This Rust project is a command-line tool designed to process GPT-generated conversation data (in JSON format) and convert it into structured Markdown files. It is optimized for performance, modular, and easy to use, making it a reliable tool for archiving, publishing, or analyzing GPT conversations.
- JSON Parsing: Reads GPT conversation data stored in JSON format.
- Markdown Export: Converts conversations into clean, human-readable Markdown files.
- Parallel Processing: Uses multi-threading (via rayon) for efficient file writing, even with large datasets.
- Customizable Output: Normalizes filenames and ensures compatibility with Markdown editors.
- Error Handling: Handles file system and parsing errors gracefully.
GPT tools often generate structured JSON data containing user interactions and assistant responses. This project provides a simple way to transform that raw data into Markdown files, which can then be:
- Archived for later reference.
- Published in blogs or documentation.
- Analyzed for research or development purposes.
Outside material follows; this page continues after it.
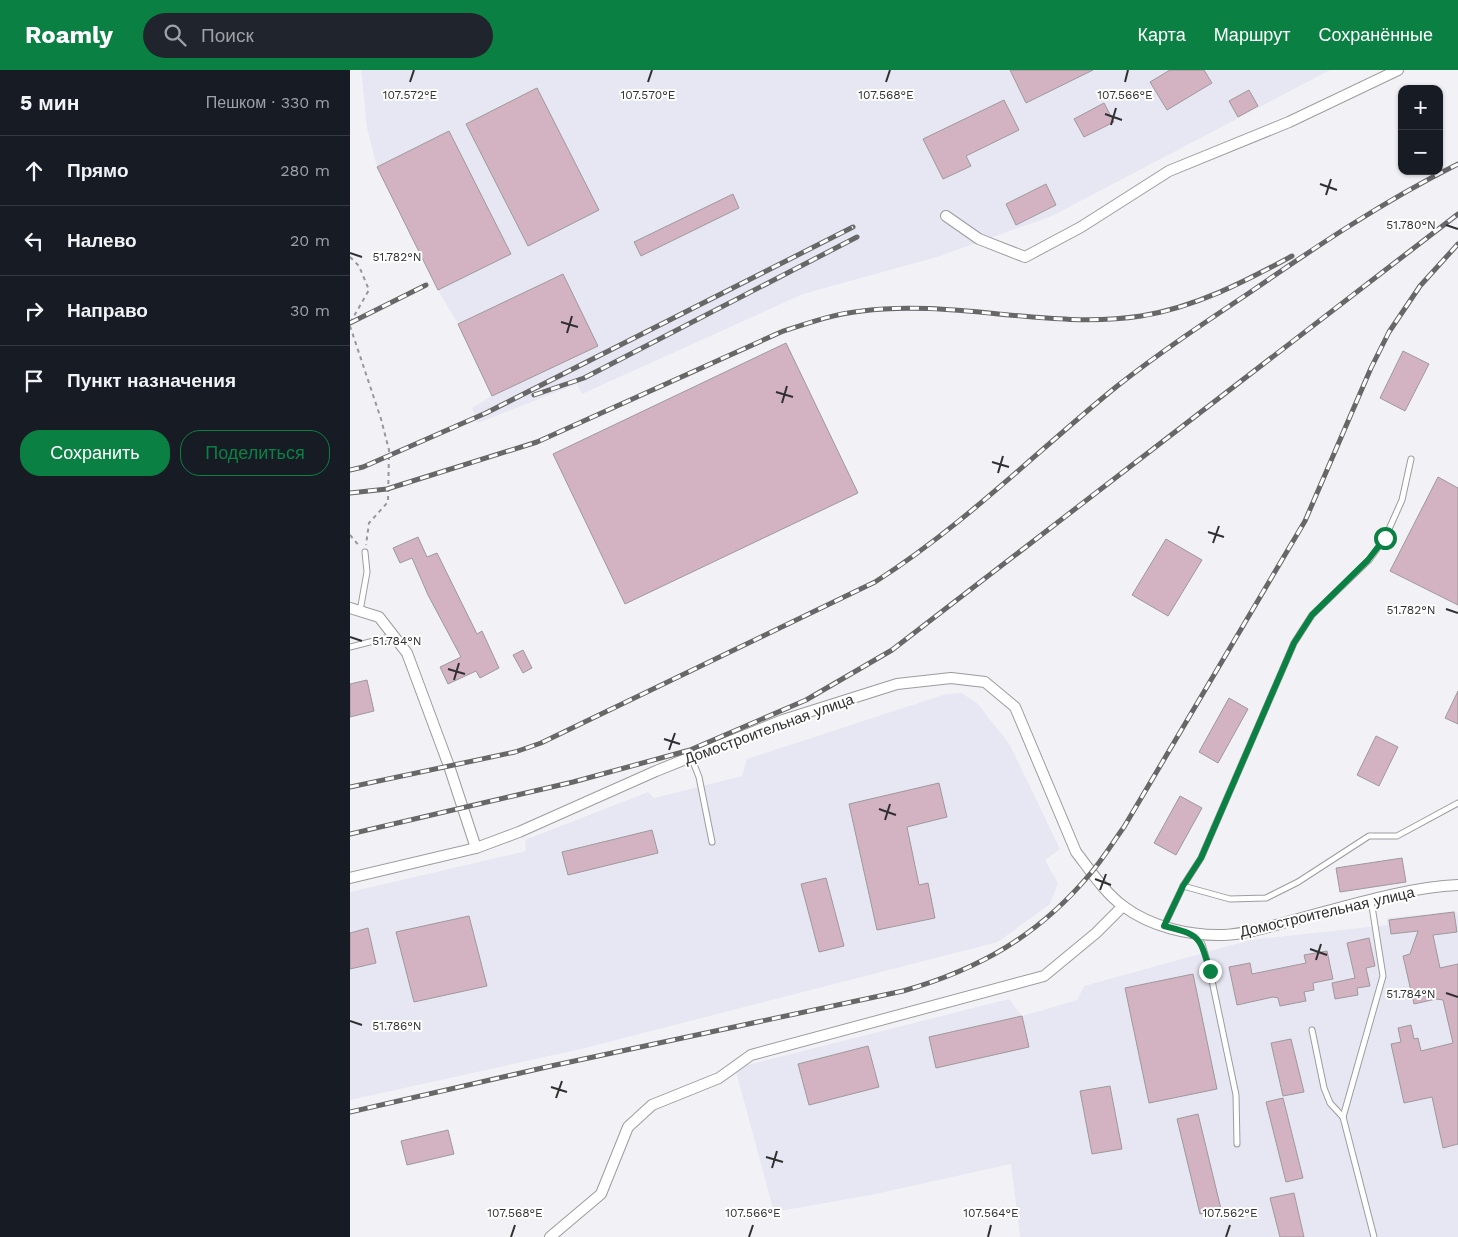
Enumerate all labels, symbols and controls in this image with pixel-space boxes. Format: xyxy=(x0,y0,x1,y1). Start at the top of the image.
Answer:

This project is well-suited for developers, researchers, or writers working with GPT-generated data who want a streamlined solution for managing and exporting conversations.
Build the project: cargo build
Run the tool: cargo run -- -i path/to/input.json -o path/to/output/
Testing : cargo test
Prerequisites
- Rust installed on your machine (use Rustup to install).
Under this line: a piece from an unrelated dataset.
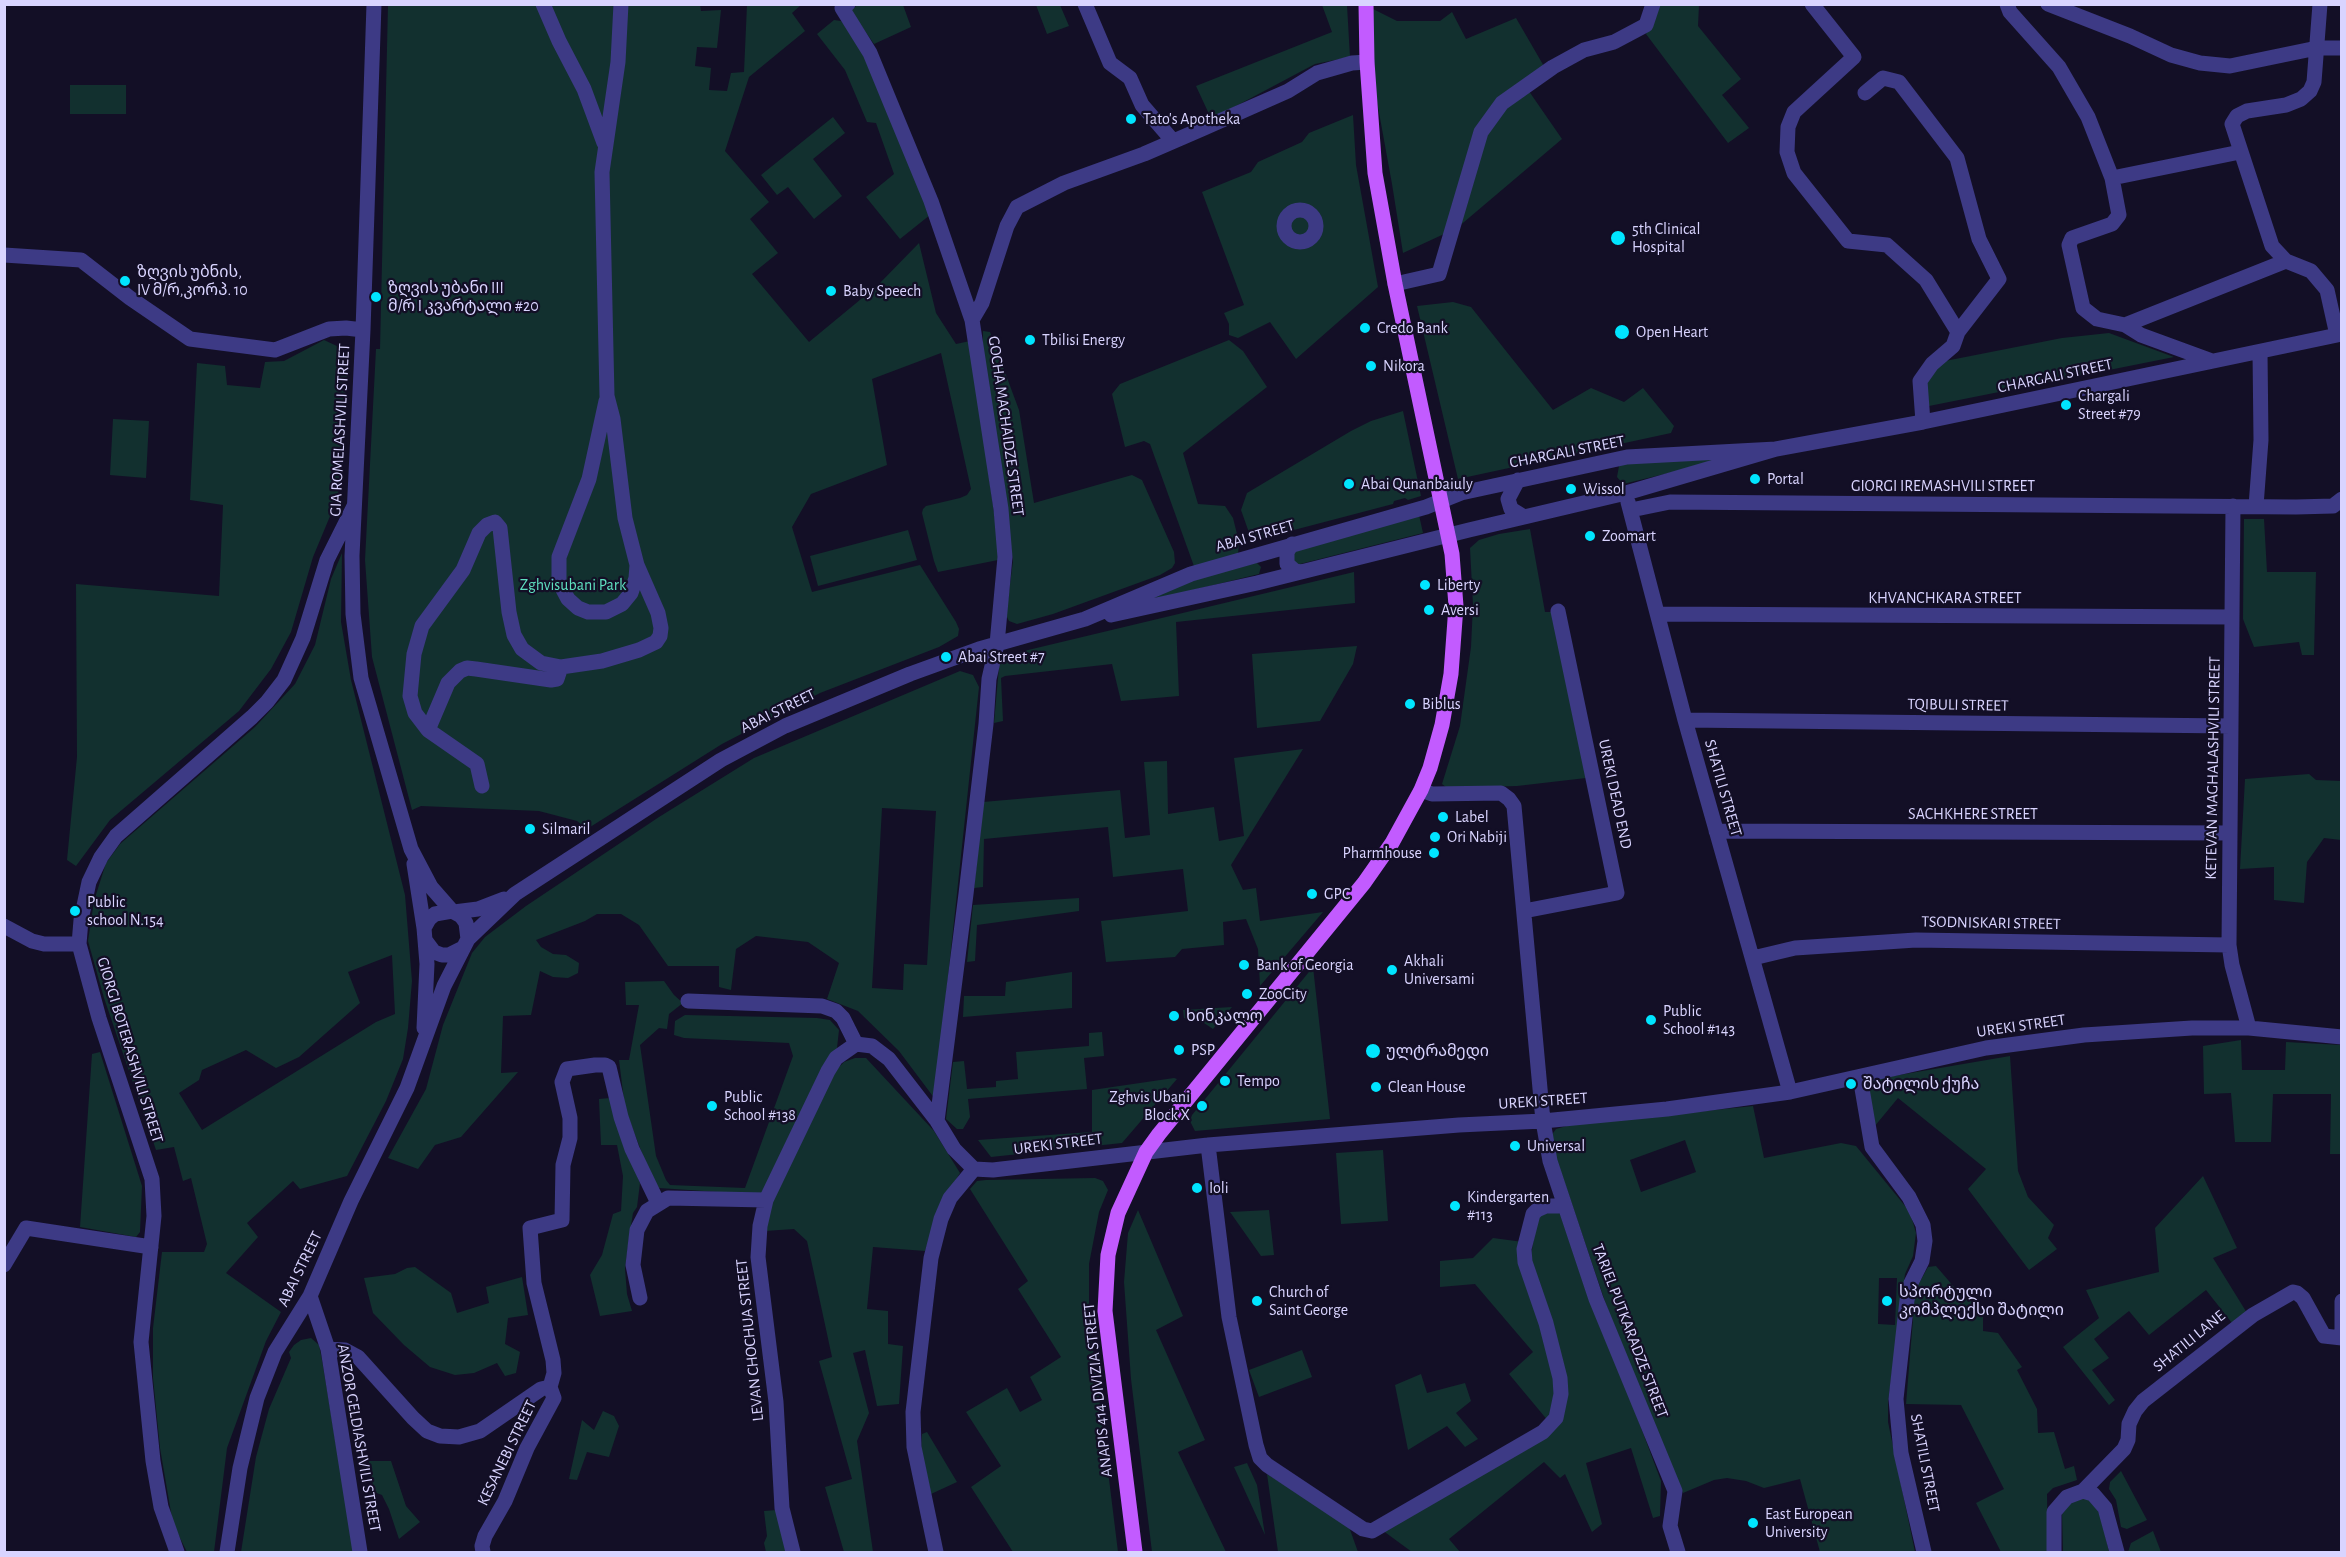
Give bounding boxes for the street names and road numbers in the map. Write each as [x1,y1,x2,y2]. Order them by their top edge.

- A valid JSON file containing GPT interaction data.
Command-line Interface This tool is designed to be used via the command line. Below are the supported options:
USAGE:
herodote [OPTIONS]
OPTIONS:
-i, --input <FILE> Path to the input JSON file containing GPT conversations
-o, --output-folder <DIR> Path to the folder where Markdown files will be saved
-h, --help Show this help message
-V, --version Show version informationConvert a JSON file of GPT conversations into Markdown files:
./target/release/gpt-converter -i conversations.json -o output/This will:
Parse conversations.json. Create Markdown files in the output/ directory, one file per conversation.
The tool expects a JSON file with the following structure:
{
"title": "Conversation Title",
"update_time": 1672531200,
"mapping": {
"1": {
"message": {
"author": {
"role": "user"
},
"content": {
"parts": ["Hello!"]
},
"create_time": 1672531200
}
},
"2": {
"message": {
"author": {
"role": "assistant"
},
"content": {
"parts": ["Hi! How can I assist you?"]
},
"create_time": 1672531220
}
}
}
}Each conversation is represented as a mapping of interaction nodes, where:
- title is the conversation title.
- mapping contains the individual user and assistant messages.
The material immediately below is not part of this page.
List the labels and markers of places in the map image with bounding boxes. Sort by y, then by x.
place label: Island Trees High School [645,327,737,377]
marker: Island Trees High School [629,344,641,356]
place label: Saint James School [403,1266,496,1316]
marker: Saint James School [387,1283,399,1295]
- update_time specifies the last update timestamp of the conversation.
For the above JSON, the tool generates a Markdown file like this:
File: 2023-01-01-Conversation_Title.md
# Conversation Title
## Question
Hello!
## Answer
Hi! How can I assist you?- Efficient Multi-threading: Uses rayon for concurrent file writing, ensuring scalability for large datasets.
- Data Validation: Ensures only valid interactions (e.g., non-empty text) are processed.
- Filename Normalization: Converts titles into safe, human-readable filenames.
- Extensibility: The modular design allows easy integration with other tools or formats (e.g., HTML export).
Directory Structure
src/
├── conversation_writer.rs # Handles Markdown file writing
├── main.rs # CLI entry point
├── model.rs # Data structures mapping GPT export and target Model
├── utils.rs # Helper functions for filenames and datesContributions are welcome! If you find a bug, want to suggest a feature, or improve documentation, feel free to open an issue or pull request.
- Add support for HTML export.
- Implement logging instead of eprintln!.
This project is licensed under the MIT License. See the LICENSE file for details.